Keeping your pet's dog coat as healthy and lustrous as possible is the goal of many a pet owner. Like all other parts of your dog's body, the coat and fur will be reliant upon a healthy diet and a varied balance of nutrients in order to be fully up to the level of quality and appearance that they are able to be. Additionally, regular hygiene will help to maintain the quality of the coat. Changes and abnormalities to a pet's coat markings and color can be a surprise for many pet owners. They often signal a particular type of condition that may be affecting your dog, so it's important to watch out for them.

Dog Coat Color Overview

Dog coat color is fully influenced by genetics.

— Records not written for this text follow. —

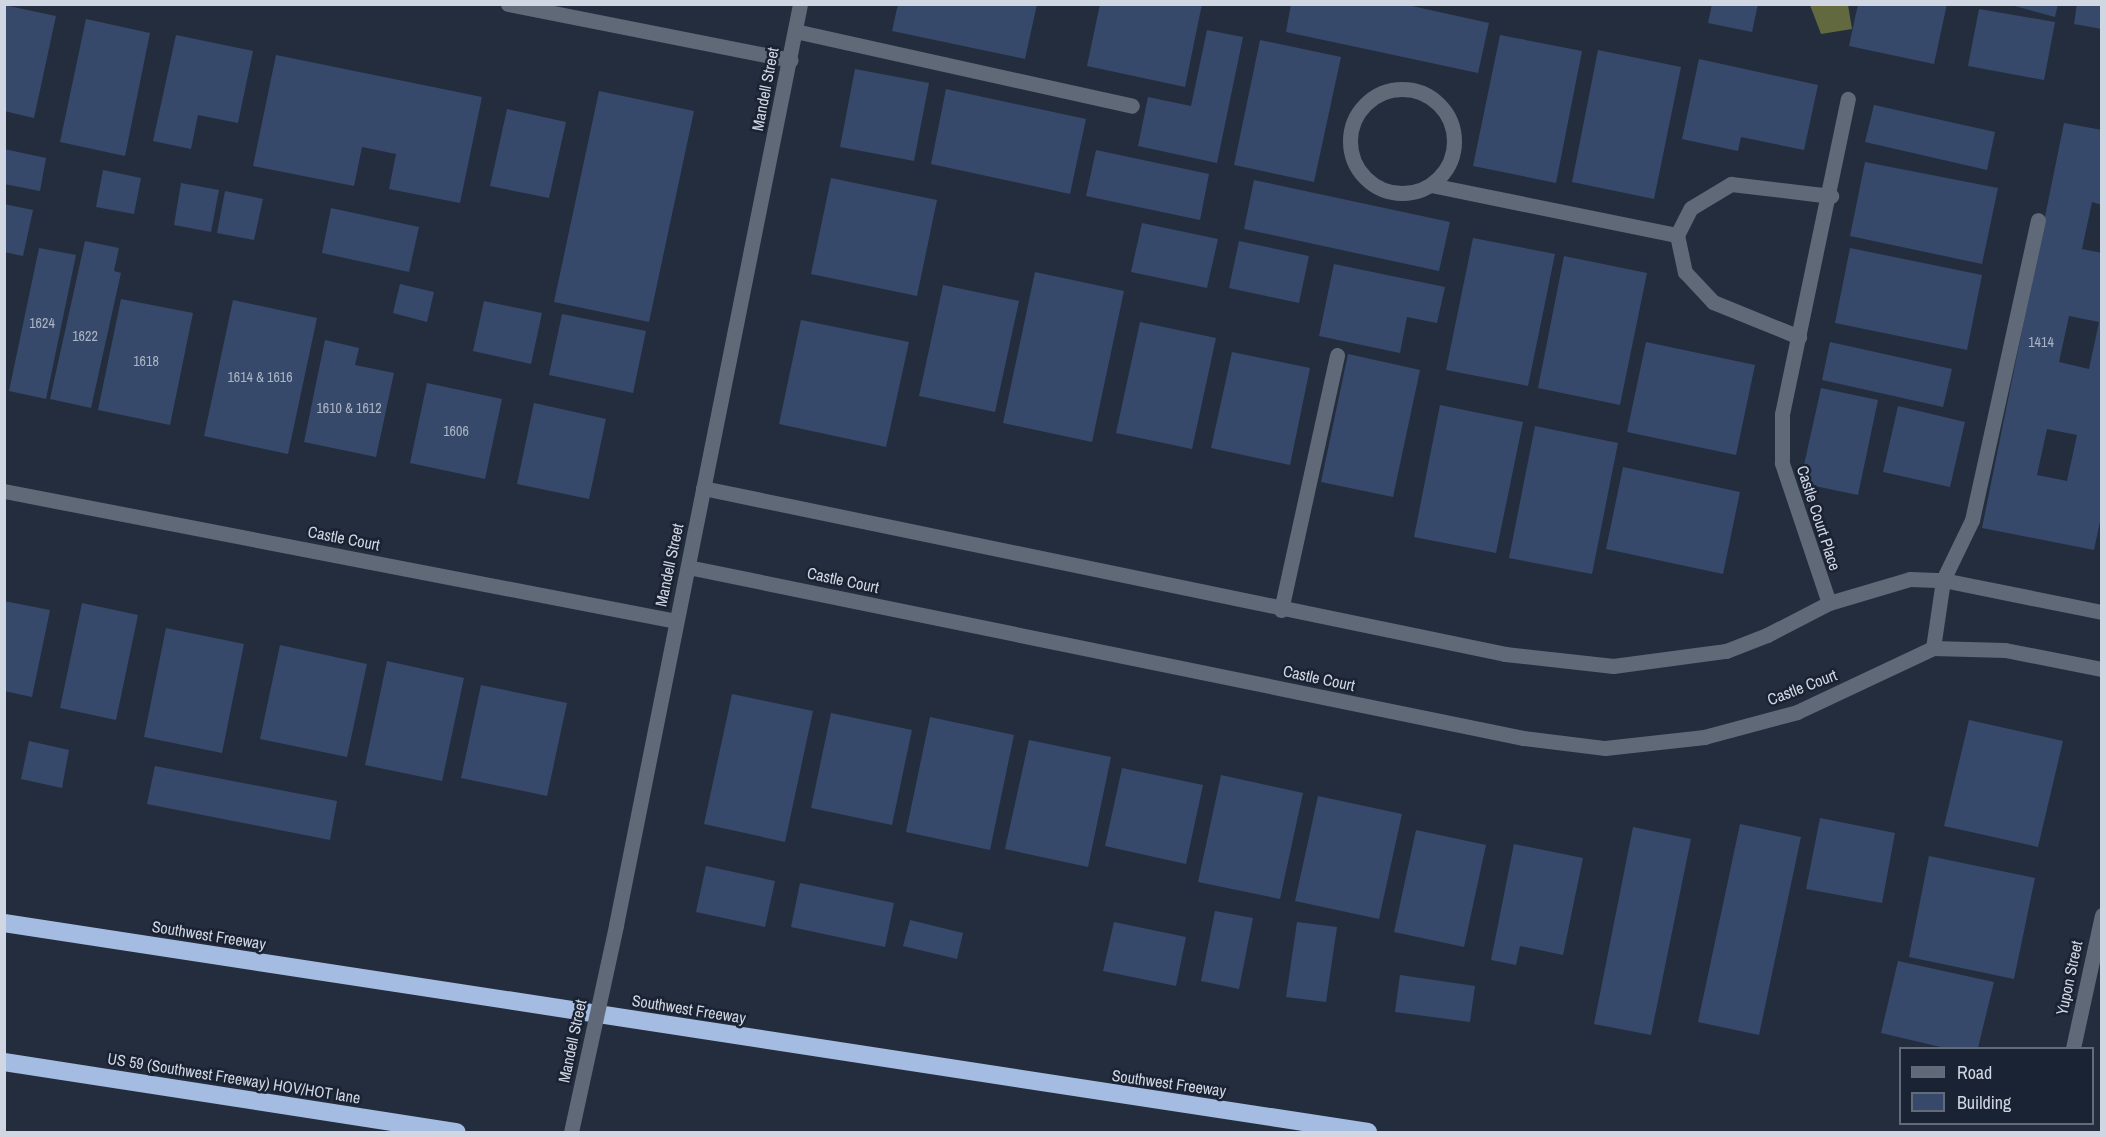 <!DOCTYPE html>
<style>
body{margin:0}
#map{position:relative;width:2106px;height:1137px;overflow:hidden;background:#242d3d;font-family:"Archivo Narrow",sans-serif}
div>[style]{position:absolute}
.water>*{inset:0;background:#62693f}
.building>*{inset:0;background:#36496a}
.minor>*{height:15px;margin:-7.5px;padding:0 7.5px;transform-origin:7.5px;border-radius:7.5px;background:#5f6978}
.minor>.ring{margin:-7.5px;padding:0;box-sizing:content-box;background:none;border:15px solid #5f6978;border-radius:50%}
.highway>*{height:18px;margin:-9px;padding:0 9px;transform-origin:9px;border-radius:9px;background:#a4bbe2}
.minor-bridge>*{height:15px;margin:-7.5px;padding:0 7.5px;transform-origin:7.5px;border-radius:7.5px;background:#5f6978}
span{translate:-50% -50%;white-space:nowrap;text-align:center;line-height:1.15;-webkit-text-stroke:5px #1a2333;paint-order:stroke}
.number-label{font-size:14px;color:#aab4c4}
.number-label span{-webkit-text-stroke-width:0}
.street-label{font-size:16px;color:#d1d7e2}
.frame{position:absolute;inset:0;border:6px solid #d1d7e2;pointer-events:none}
.legend{position:absolute;left:1899px;top:1047px;width:195px;height:78px;box-sizing:border-box;background:#1a2333;border:2px solid #636b79;margin:0;padding:8px 10px;list-style:none;font-size:18px;color:#d1d7e2}
.legend li{display:flex;align-items:center;gap:12px;height:30px}
.legend b{width:30px;border:2px solid #636b79}
</style>
<div id="map">
<div class="water">
<i style="clip-path:polygon(1810px 5px,1848px 5px,1852px 29px,1821px 34px)"></i>
</div>
<div class="building">
<i style="clip-path:polygon(898px 4px,1037px 4px,1025px 59px,892px 31px)"></i>
<i style="clip-path:polygon(1100px 4px,1202px 4px,1185px 87px,1087px 66px)"></i>
<i style="clip-path:polygon(1291px 4px,1403px 4px,1489px 23px,1478px 73px,1286px 32px)"></i>
<i style="clip-path:polygon(1712px 4px,1758px 4px,1752px 32px,1708px 23px)"></i>
<i style="clip-path:polygon(1858px 4px,1947px 4px,1934px 64px,1849px 46px)"></i>
<i style="clip-path:polygon(2008px 4px,2058px 4px,2055px 17px)"></i>
<i style="clip-path:polygon(2077px 4px,2102px 4px,2102px 29px,2074px 24px)"></i>
<i style="clip-path:polygon(4px 5px,56px 16px,34px 118px,4px 111px)"></i>
<i style="clip-path:polygon(1979px 9px,2055px 22px,2044px 80px,1968px 66px)"></i>
<i style="clip-path:polygon(86px 19px,150px 33px,125px 156px,60px 142px)"></i>
<i style="clip-path:polygon(1207px 30px,1243px 37px,1217px 163px,1138px 146px,1148px 97px,1191px 106px)"></i>
<i style="clip-path:polygon(176px 35px,253px 51px,238px 123px,198px 115px,191px 149px,153px 141px)"></i>
<i style="clip-path:polygon(1500px 35px,1582px 51px,1556px 183px,1473px 166px)"></i>
<i style="clip-path:polygon(1260px 40px,1341px 57px,1314px 182px,1234px 165px)"></i>
<i style="clip-path:polygon(1598px 50px,1681px 67px,1654px 199px,1572px 182px)"></i>
<i style="clip-path:polygon(276px 55px,482px 97px,460px 203px,389px 189px,396px 154px,362px 147px,354px 186px,253px 166px)"></i>
<i style="clip-path:polygon(1699px 59px,1818px 85px,1804px 150px,1741px 137px,1738px 151px,1682px 139px)"></i>
<i style="clip-path:polygon(855px 69px,929px 83px,914px 161px,840px 147px)"></i>
<i style="clip-path:polygon(946px 89px,1086px 119px,1070px 194px,931px 164px)"></i>
<i style="clip-path:polygon(599px 91px,694px 111px,649px 322px,554px 302px)"></i>
<i style="clip-path:polygon(1874px 105px,1995px 132px,1987px 170px,1865px 142px)"></i>
<i style="clip-path:polygon(507px 109px,566px 122px,549px 198px,490px 186px)"></i>
<i style="clip-path:polygon(evenodd,2064px 123px,2102px 130px,2102px 205px,2092px 202px,2082px 249px,2102px 253px,2102px 512px,2094px 550px,1982px 528px,2064px 123px,2069px 316px,2099px 322px,2089px 369px,2059px 362px,2069px 316px,2064px 123px,2047px 429px,2077px 435px,2067px 481px,2037px 475px,2047px 429px)"></i>
<i style="clip-path:polygon(4px 149px,46px 158px,40px 191px,4px 184px)"></i>
<i style="clip-path:polygon(1096px 150px,1209px 174px,1200px 220px,1086px 196px)"></i>
<i style="clip-path:polygon(1865px 162px,1998px 188px,1982px 264px,1850px 236px)"></i>
<i style="clip-path:polygon(103px 170px,141px 178px,134px 214px,96px 207px)"></i>
<i style="clip-path:polygon(831px 178px,937px 200px,917px 296px,811px 274px)"></i>
<i style="clip-path:polygon(1254px 180px,1450px 222px,1439px 271px,1244px 229px)"></i>
<i style="clip-path:polygon(181px 183px,219px 190px,211px 232px,174px 225px)"></i>
<i style="clip-path:polygon(225px 191px,263px 199px,254px 240px,217px 233px)"></i>
<i style="clip-path:polygon(4px 204px,33px 210px,23px 256px,4px 252px)"></i>
<i style="clip-path:polygon(331px 208px,419px 227px,409px 272px,322px 253px)"></i>
<i style="clip-path:polygon(1142px 223px,1218px 239px,1207px 288px,1131px 272px)"></i>
<i style="clip-path:polygon(1473px 238px,1555px 254px,1528px 386px,1446px 370px)"></i>
<i style="clip-path:polygon(85px 241px,119px 248px,114px 271px,121px 273px,91px 408px,50px 399px)"></i>
<i style="clip-path:polygon(1239px 241px,1309px 256px,1299px 303px,1229px 288px)"></i>
<i style="clip-path:polygon(39px 248px,76px 255px,46px 399px,9px 391px)"></i>
<i style="clip-path:polygon(1850px 248px,1982px 275px,1967px 350px,1835px 323px)"></i>
<i style="clip-path:polygon(1564px 256px,1647px 273px,1620px 405px,1538px 388px)"></i>
<i style="clip-path:polygon(1334px 264px,1445px 287px,1437px 323px,1407px 317px,1400px 353px,1319px 336px)"></i>
<i style="clip-path:polygon(1035px 272px,1124px 291px,1092px 442px,1003px 423px)"></i>
<i style="clip-path:polygon(400px 284px,434px 292px,427px 322px,393px 313px)"></i>
<i style="clip-path:polygon(943px 285px,1019px 301px,995px 412px,919px 396px)"></i>
<i style="clip-path:polygon(121px 299px,193px 313px,170px 425px,98px 410px)"></i>
<i style="clip-path:polygon(233px 300px,317px 318px,288px 454px,204px 436px)"></i>
<i style="clip-path:polygon(484px 301px,542px 313px,531px 364px,473px 351px)"></i>
<i style="clip-path:polygon(562px 314px,646px 331px,633px 393px,549px 375px)"></i>
<i style="clip-path:polygon(801px 320px,909px 342px,886px 447px,779px 424px)"></i>
<i style="clip-path:polygon(1140px 322px,1216px 338px,1192px 449px,1116px 433px)"></i>
<i style="clip-path:polygon(325px 340px,359px 348px,355px 365px,394px 373px,376px 457px,304px 442px)"></i>
<i style="clip-path:polygon(1646px 342px,1755px 365px,1736px 455px,1627px 432px)"></i>
<i style="clip-path:polygon(1830px 342px,1952px 369px,1943px 407px,1822px 380px)"></i>
<i style="clip-path:polygon(1232px 352px,1310px 368px,1290px 465px,1211px 448px)"></i>
<i style="clip-path:polygon(1348px 354px,1420px 370px,1393px 497px,1321px 482px)"></i>
<i style="clip-path:polygon(427px 383px,502px 399px,485px 479px,410px 463px)"></i>
<i style="clip-path:polygon(1821px 388px,1878px 400px,1858px 495px,1800px 483px)"></i>
<i style="clip-path:polygon(534px 403px,606px 419px,589px 499px,517px 484px)"></i>
<i style="clip-path:polygon(1440px 405px,1523px 422px,1496px 553px,1414px 537px)"></i>
<i style="clip-path:polygon(1898px 406px,1965px 422px,1950px 487px,1883px 472px)"></i>
<i style="clip-path:polygon(1535px 426px,1618px 443px,1592px 574px,1509px 558px)"></i>
<i style="clip-path:polygon(1623px 467px,1740px 492px,1723px 574px,1606px 549px)"></i>
<i style="clip-path:polygon(4px 601px,50px 610px,32px 697px,4px 691px)"></i>
<i style="clip-path:polygon(82px 603px,138px 615px,116px 720px,60px 708px)"></i>
<i style="clip-path:polygon(166px 628px,244px 644px,222px 753px,144px 737px)"></i>
<i style="clip-path:polygon(280px 645px,367px 664px,347px 757px,260px 739px)"></i>
<i style="clip-path:polygon(387px 661px,464px 678px,442px 781px,365px 765px)"></i>
<i style="clip-path:polygon(481px 685px,567px 703px,547px 796px,461px 778px)"></i>
<i style="clip-path:polygon(732px 694px,813px 711px,785px 842px,704px 824px)"></i>
<i style="clip-path:polygon(831px 713px,912px 730px,892px 825px,811px 808px)"></i>
<i style="clip-path:polygon(930px 717px,1014px 735px,990px 850px,906px 832px)"></i>
<i style="clip-path:polygon(1969px 720px,2063px 741px,2038px 847px,1944px 826px)"></i>
<i style="clip-path:polygon(1029px 740px,1111px 757px,1088px 867px,1005px 849px)"></i>
<i style="clip-path:polygon(29px 741px,69px 750px,62px 788px,21px 779px)"></i>
<i style="clip-path:polygon(155px 766px,337px 801px,330px 840px,147px 804px)"></i>
<i style="clip-path:polygon(1122px 768px,1203px 785px,1186px 864px,1105px 846px)"></i>
<i style="clip-path:polygon(1221px 775px,1303px 793px,1280px 899px,1198px 882px)"></i>
<i style="clip-path:polygon(1318px 796px,1402px 814px,1379px 919px,1295px 901px)"></i>
<i style="clip-path:polygon(1820px 818px,1895px 833px,1882px 903px,1806px 889px)"></i>
<i style="clip-path:polygon(1740px 824px,1801px 837px,1759px 1035px,1698px 1022px)"></i>
<i style="clip-path:polygon(1633px 827px,1691px 839px,1651px 1035px,1594px 1024px)"></i>
<i style="clip-path:polygon(1416px 830px,1486px 845px,1464px 947px,1394px 932px)"></i>
<i style="clip-path:polygon(1514px 844px,1583px 858px,1563px 955px,1520px 946px,1516px 965px,1491px 960px)"></i>
<i style="clip-path:polygon(1929px 856px,2035px 878px,2014px 979px,1909px 957px)"></i>
<i style="clip-path:polygon(706px 866px,775px 881px,765px 927px,696px 912px)"></i>
<i style="clip-path:polygon(800px 883px,894px 903px,885px 947px,791px 927px)"></i>
<i style="clip-path:polygon(1215px 911px,1253px 918px,1239px 989px,1201px 981px)"></i>
<i style="clip-path:polygon(910px 920px,963px 933px,957px 959px,903px 946px)"></i>
<i style="clip-path:polygon(1114px 922px,1186px 937px,1176px 986px,1103px 971px)"></i>
<i style="clip-path:polygon(1297px 922px,1337px 927px,1326px 1002px,1286px 997px)"></i>
<i style="clip-path:polygon(1898px 961px,1994px 982px,1978px 1048px,1945px 1048px,1881px 1033px)"></i>
<i style="clip-path:polygon(1400px 975px,1475px 986px,1470px 1022px,1395px 1012px)"></i>
</div>
<div class="minor">
<i style="left:508px;top:4px;width:288px;rotate:11.2deg"></i>
<i style="left:795px;top:31px;width:345px;rotate:12.5deg"></i>
<i class="ring" style="left:1350px;top:89px;width:89px;height:89px"></i>
<i style="left:1431px;top:185px;width:251px;rotate:11.5deg"></i>
<i style="left:1677px;top:235px;width:38px;rotate:78deg"></i>
<i style="left:1685px;top:272px;width:41px;rotate:47deg"></i>
<i style="left:1713px;top:302px;width:93px;rotate:22.1deg"></i>
<i style="left:1677px;top:235px;width:30px;rotate:-63deg"></i>
<i style="left:1691px;top:208px;width:47px;rotate:-31deg"></i>
<i style="left:1731px;top:184px;width:101px;rotate:6.8deg"></i>
<i style="left:703px;top:488px;width:819px;rotate:11.69deg"></i>
<i style="left:1505px;top:654px;width:109px;rotate:6.3deg"></i>
<i style="left:1613px;top:666px;width:114px;rotate:-7.6deg"></i>
<i style="left:1726px;top:651px;width:44px;rotate:-21.3deg"></i>
<i style="left:1767px;top:635px;width:70px;rotate:-27.3deg"></i>
<i style="left:1829px;top:603px;width:84px;rotate:-16.5deg"></i>
<i style="left:1910px;top:579px;width:33px;rotate:2deg"></i>
<i style="left:1943px;top:580px;width:162px;rotate:11.4deg"></i>
<i style="left:4px;top:491px;width:684px;rotate:10.95deg"></i>
<i style="left:688px;top:567px;width:852px;rotate:11.57deg"></i>
<i style="left:1523px;top:738px;width:83px;rotate:7deg"></i>
<i style="left:1605px;top:748px;width:100px;rotate:-6.3deg"></i>
<i style="left:1704px;top:737px;width:96px;rotate:-15deg"></i>
<i style="left:1797px;top:712px;width:150px;rotate:-25.2deg"></i>
<i style="left:1933px;top:648px;width:72px;rotate:1.6deg"></i>
<i style="left:2005px;top:650px;width:99px;rotate:11.1deg"></i>
<i style="left:1829px;top:603px;width:148px;rotate:-108.6deg"></i>
<i style="left:1782px;top:463px;width:49px;rotate:-90deg"></i>
<i style="left:1782px;top:414px;width:322px;rotate:-78.2deg"></i>
<i style="left:1281px;top:610px;width:261px;rotate:-77.6deg"></i>
<i style="left:1933px;top:648px;width:69px;rotate:-81.6deg"></i>
<i style="left:1943px;top:580px;width:67px;rotate:-64.2deg"></i>
<i style="left:1972px;top:520px;width:307px;rotate:-77.6deg"></i>
<i style="left:616px;top:925px;width:939px;rotate:-78.7deg"></i>
<i style="left:2073px;top:1048px;width:136px;rotate:-77.7deg"></i>
</div>
<div class="highway">
<i style="left:4px;top:923px;width:1380px;rotate:8.71deg"></i>
<i style="left:4px;top:1062px;width:458px;rotate:8.8deg"></i>
</div>
<div class="minor-bridge">
<i style="left:571px;top:1132px;width:212px;rotate:-77.7deg"></i>
</div>
<div class="number-label">
<span style="left:42px;top:323px">1624</span>
<span style="left:85px;top:336px">1622</span>
<span style="left:2041px;top:342px">1414</span>
<span style="left:146px;top:361px">1618</span>
<span style="left:260px;top:377px">1614 &amp; 1616</span>
<span style="left:349px;top:408px">1610 &amp; 1612</span>
<span style="left:456px;top:431px">1606</span>
</div>
<div class="street-label">
<span style="left:765px;top:89px;rotate:-79deg">Mandell Street</span>
<span style="left:1819px;top:518px;rotate:72deg">Castle Court Place</span>
<span style="left:344px;top:538px;rotate:11deg">Castle Court</span>
<span style="left:669px;top:565px;rotate:-78deg">Mandell Street</span>
<span style="left:843px;top:580px;rotate:12deg">Castle Court</span>
<span style="left:1319px;top:678px;rotate:12deg">Castle Court</span>
<span style="left:1802px;top:687px;rotate:-21deg">Castle Court</span>
<span style="left:209px;top:935px;rotate:9deg">Southwest Freeway</span>
<span style="left:2069px;top:978px;rotate:-78deg">Yupon Street</span>
<span style="left:689px;top:1009px;rotate:9deg">Southwest Freeway</span>
<span style="left:572px;top:1041px;rotate:-78deg">Mandell Street</span>
<span style="left:234px;top:1078px;rotate:9deg">US 59 (Southwest Freeway) HOV/HOT lane</span>
<span style="left:1169px;top:1083px;rotate:8deg">Southwest Freeway</span>
</div>
<div class="frame"></div>
<ul class="legend">
<li><b style="height:8px;background:#5f6978"></b>Road</li>
<li><b style="height:16px;background:#36496a"></b>Building</li>
</ul>
</div>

While it's easy to oversimplify the process of genetics that dictate the color of your pet's coat, one look at several dogs from the same breed will reveal that simply being of the same family of dog does not necessarily mean that any two animals will have even remotely similar coat colors.

There are two primary coloring chemicals in your pet's fur. These are present in a wide array of different colors, and the exact amounts of those chemicals, where they are located, and how they present (i.e., what color they show) is dependent upon genetic factors. Thus, breeding two pets with coat characteristics that you like is often more likely to result in an offspring with a coat that you prefer. However, because of the differences between dominant and recessive qualities in the genes that dictate coat coloring, it's difficult to even predict that much.

Coloration Types

There are a number of different color types, all of which are perfectly normal and healthy. Dogs generally range in colors from black to white and include various shades of tan, yellow, orange and red. Individual markings on the coat indicate areas in which the pigments that dictate the coat colors are different. It's not unusual for a black dog to have grey or white markings, or for a white dog to have brindle or yellowish markings.

When Color Is an Indicator

If your dog's coat color seems to shift suddenly, or if you notice patches of different colors on his body that you haven't seen before, keep an eye on his coat. Take note if the quality of the fur or hair seems to be diminishing, or if he's losing more hair to shedding than he normally does. These signs may be symptoms of a skin condition that influences his coat. If you do notice these things and you're concerned about your pet's overall coat health and skin health, take him in to a vet. It's not uncommon for puppies to change their coat coloring slightly as they get older, however.